» Task item
Isolate every line in the records below with "boxes" in it.

» Source data
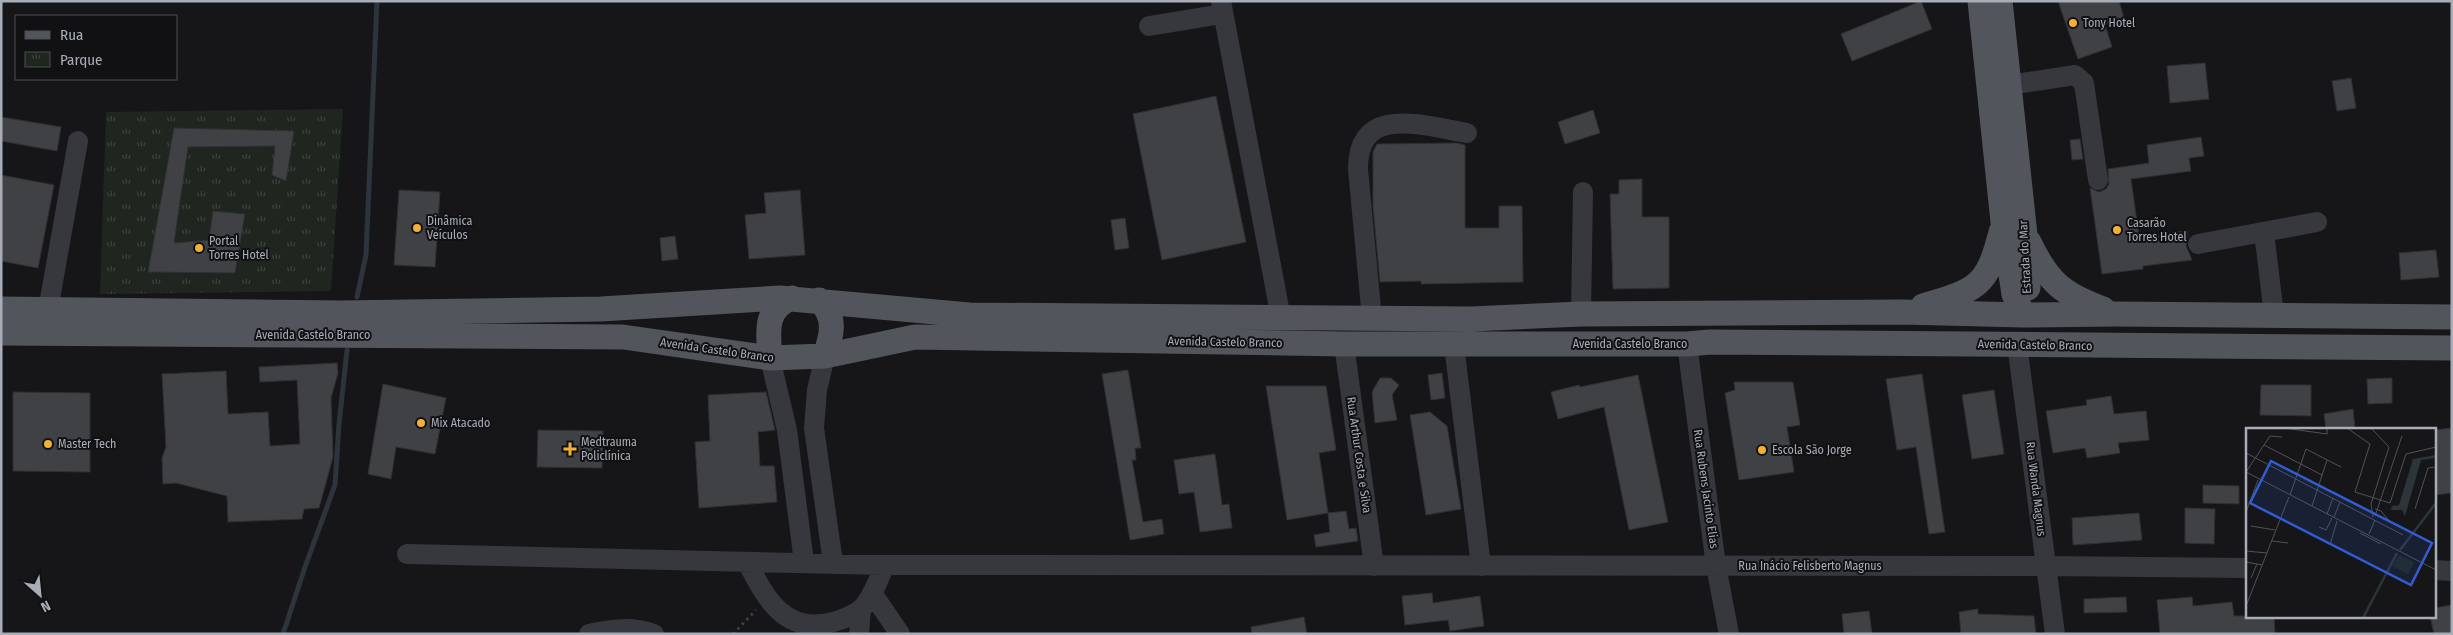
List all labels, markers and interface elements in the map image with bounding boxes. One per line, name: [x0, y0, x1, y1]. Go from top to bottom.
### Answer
legend: [15, 15, 178, 80]
place label: Tony Hotel: [2083, 16, 2135, 30]
marker: Tony Hotel: [2067, 17, 2079, 29]
text: Rua: [60, 26, 83, 44]
text: Parque: [60, 51, 103, 69]
place label: Dinâmica Veículos: [427, 214, 472, 242]
place label: Casarão Torres Hotel: [2127, 216, 2187, 244]
street label: Estrada do Mar: [2016, 219, 2034, 294]
marker: Dinâmica Veículos: [411, 222, 423, 234]
marker: Casarão Torres Hotel: [2111, 224, 2123, 236]
place label: Portal Torres Hotel: [209, 234, 269, 262]
marker: Portal Torres Hotel: [193, 242, 205, 254]
street label: Avenida Castelo Branco: [256, 328, 370, 342]
street label: Avenida Castelo Branco: [1168, 334, 1282, 350]
street label: Avenida Castelo Branco: [659, 335, 775, 365]
street label: Avenida Castelo Branco: [1573, 337, 1687, 351]
street label: Avenida Castelo Branco: [1978, 337, 2092, 353]
street label: Rua Arthur Costa e Silva: [1344, 396, 1374, 514]
place label: Mix Atacado: [431, 416, 490, 430]
marker: Mix Atacado: [415, 417, 427, 429]
inset map: [2246, 428, 2436, 618]
street label: Rua Rubens Jacinto Elias: [1691, 429, 1721, 549]
place label: Medtrauma Policlínica: [581, 435, 637, 463]
place label: Master Tech: [58, 437, 116, 451]
marker: Master Tech: [42, 438, 54, 450]
street label: Rua Wanda Magnus: [2023, 441, 2049, 537]
marker: Medtrauma Policlínica: [563, 442, 577, 456]
place label: Escola São Jorge: [1772, 443, 1852, 457]
marker: Escola São Jorge: [1756, 444, 1768, 456]
street label: Rua Inácio Felisberto Magnus: [1738, 559, 1882, 573]
north arrow: [15, 570, 65, 620]
text: N: [38, 597, 53, 616]

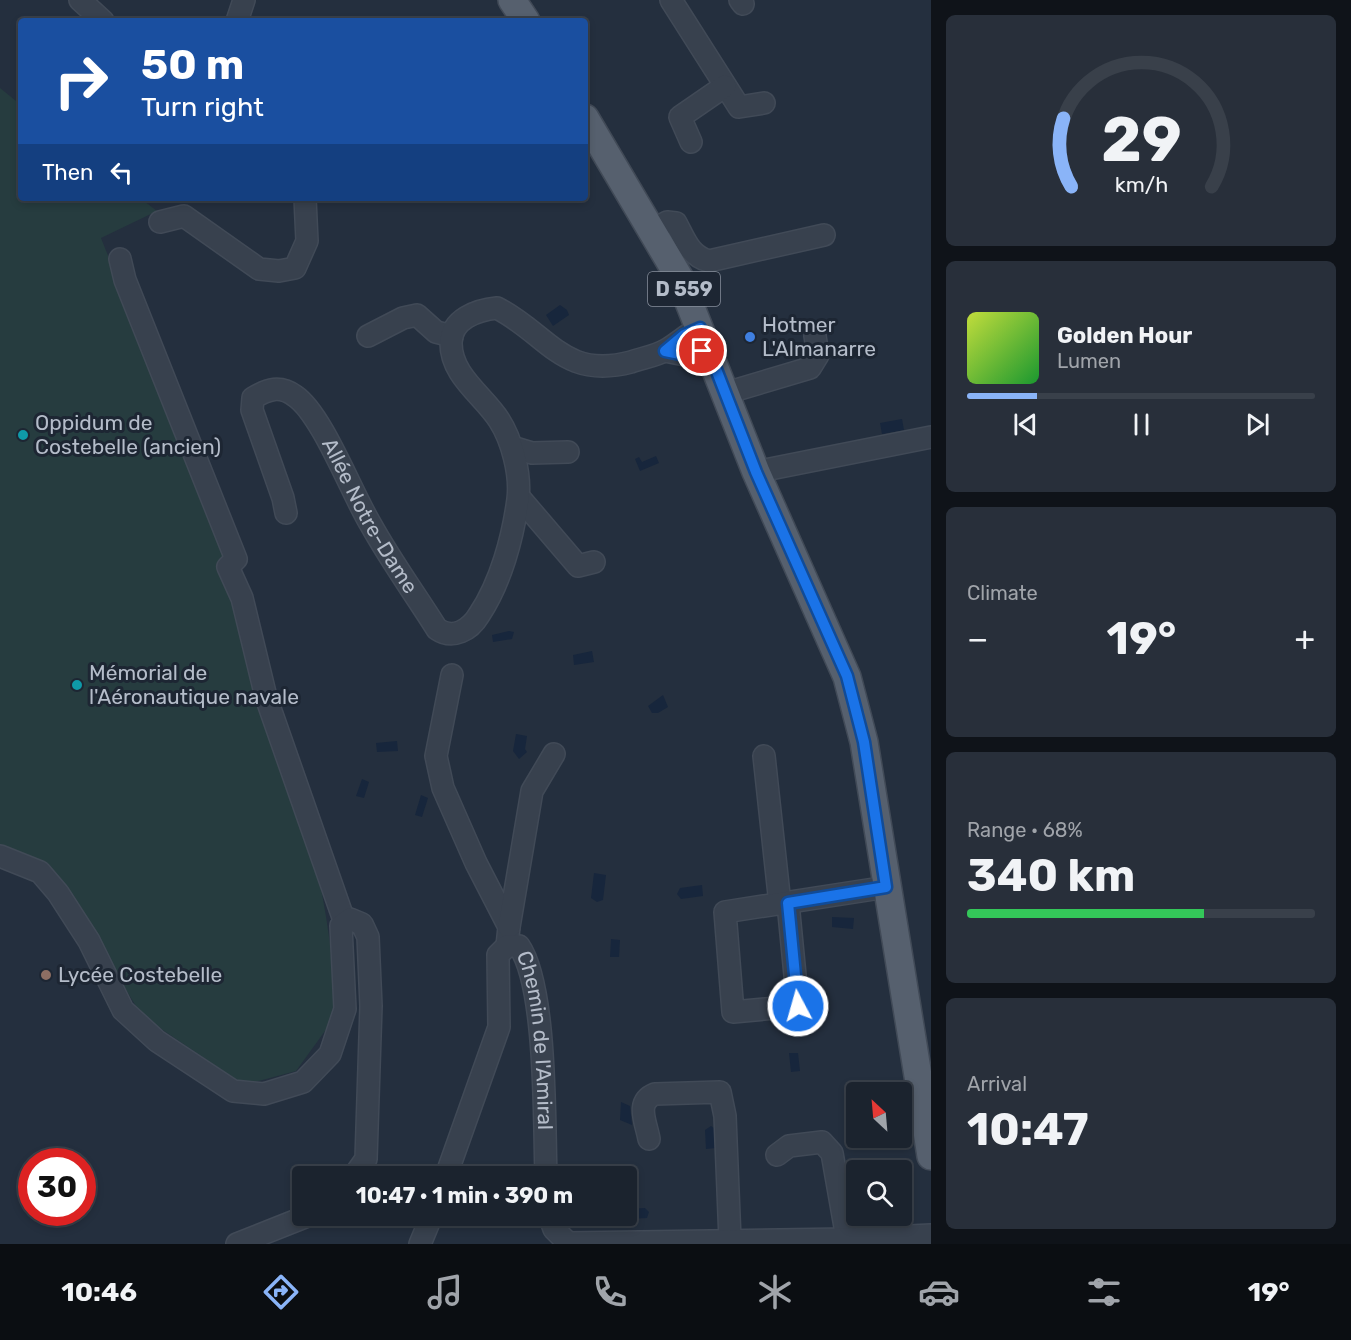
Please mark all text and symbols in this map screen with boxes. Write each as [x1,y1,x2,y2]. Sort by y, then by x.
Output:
text: 50 m [141,40,244,90]
icon: right [42,42,120,120]
text: Turn right [141,91,264,123]
text: 29 [1101,104,1181,178]
icon: left [105,156,138,189]
text: Then [42,159,93,186]
text: km/h [1114,173,1168,198]
road number: D 559 [648,272,720,306]
place label: Hotmer L'Almanarre [762,312,876,361]
text: Golden Hour [1057,322,1192,349]
pin [676,325,727,376]
marker: Hotmer L'Almanarre [743,330,757,344]
icon: arrive [685,334,718,367]
text: Lumen [1057,349,1121,373]
icon: previous [1009,408,1042,441]
icon: pause [1125,408,1158,441]
icon: next [1241,408,1274,441]
place label: Oppidum de Costebelle (ancien) [35,410,221,459]
marker: Oppidum de Costebelle (ancien) [16,428,30,442]
street label: Allée Notre-Dame [317,434,423,598]
text: Climate [967,581,1038,605]
text: 19° [1107,612,1176,665]
text: − [967,619,988,658]
text: + [1294,619,1315,658]
place label: Mémorial de l'Aéronautique navale [89,660,299,709]
marker: Mémorial de l'Aéronautique navale [70,678,84,692]
text: Range · 68% [967,818,1083,842]
text: 340 km [967,849,1135,902]
street label: Chemin de l'Amiral [512,947,558,1130]
place label: Lycée Costebelle [58,962,222,987]
marker: Lycée Costebelle [39,968,53,982]
position arrow [766,974,830,1038]
text: Arrival [967,1072,1027,1096]
north arrow [846,1082,912,1148]
map controls [846,1082,912,1226]
text: 10:47 [967,1103,1089,1156]
speed limit sign: 30 [18,1148,96,1226]
button: search [846,1160,912,1226]
text: 10:47 · 1 min · 390 m [356,1182,573,1209]
icon: directions [260,1271,302,1313]
icon: music [424,1271,466,1313]
icon: phone [589,1271,631,1313]
icon: climate [754,1271,796,1313]
icon: car [918,1271,960,1313]
icon: filters [1083,1271,1125,1313]
text: 10:46 [61,1276,137,1308]
text: 19° [1248,1276,1290,1308]

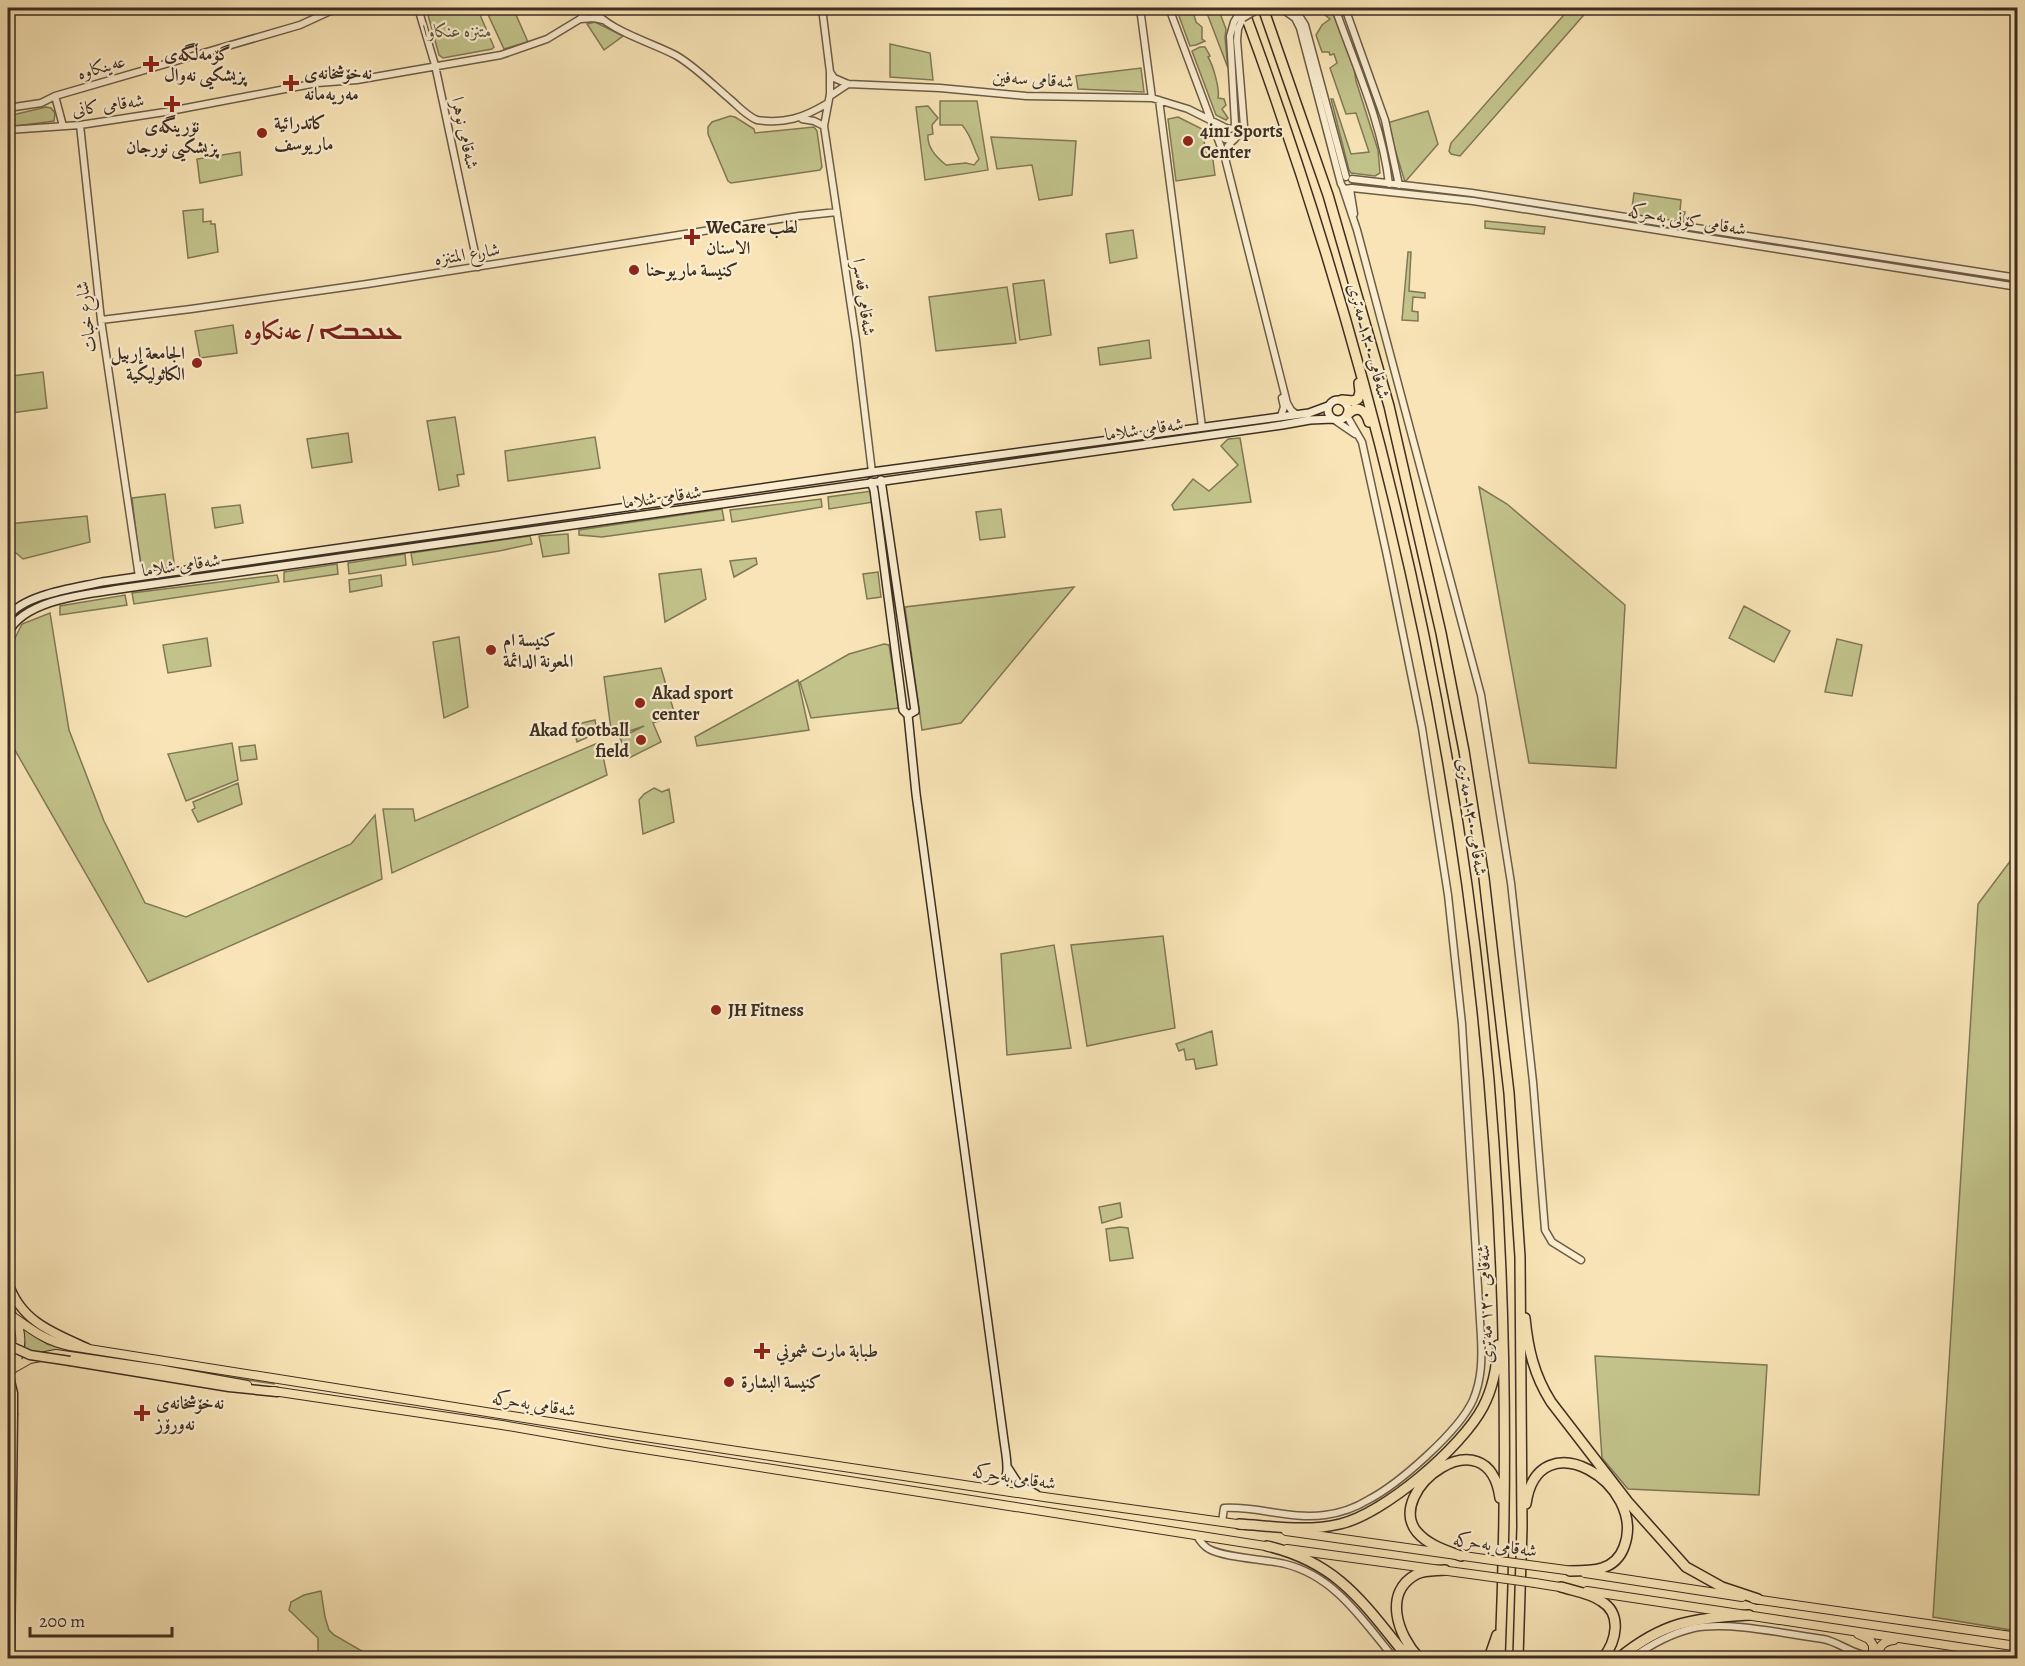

» Solution to this task
List all labels, markers and interface elements in the map image with bounding boxes. One per line, name: [x0, y0, x1, y1]. Go from top to bottom.
Please mark all text and symbols in this map screen with boxes. Write each as [x1,y1,x2,y2]. Sort by y, then by x.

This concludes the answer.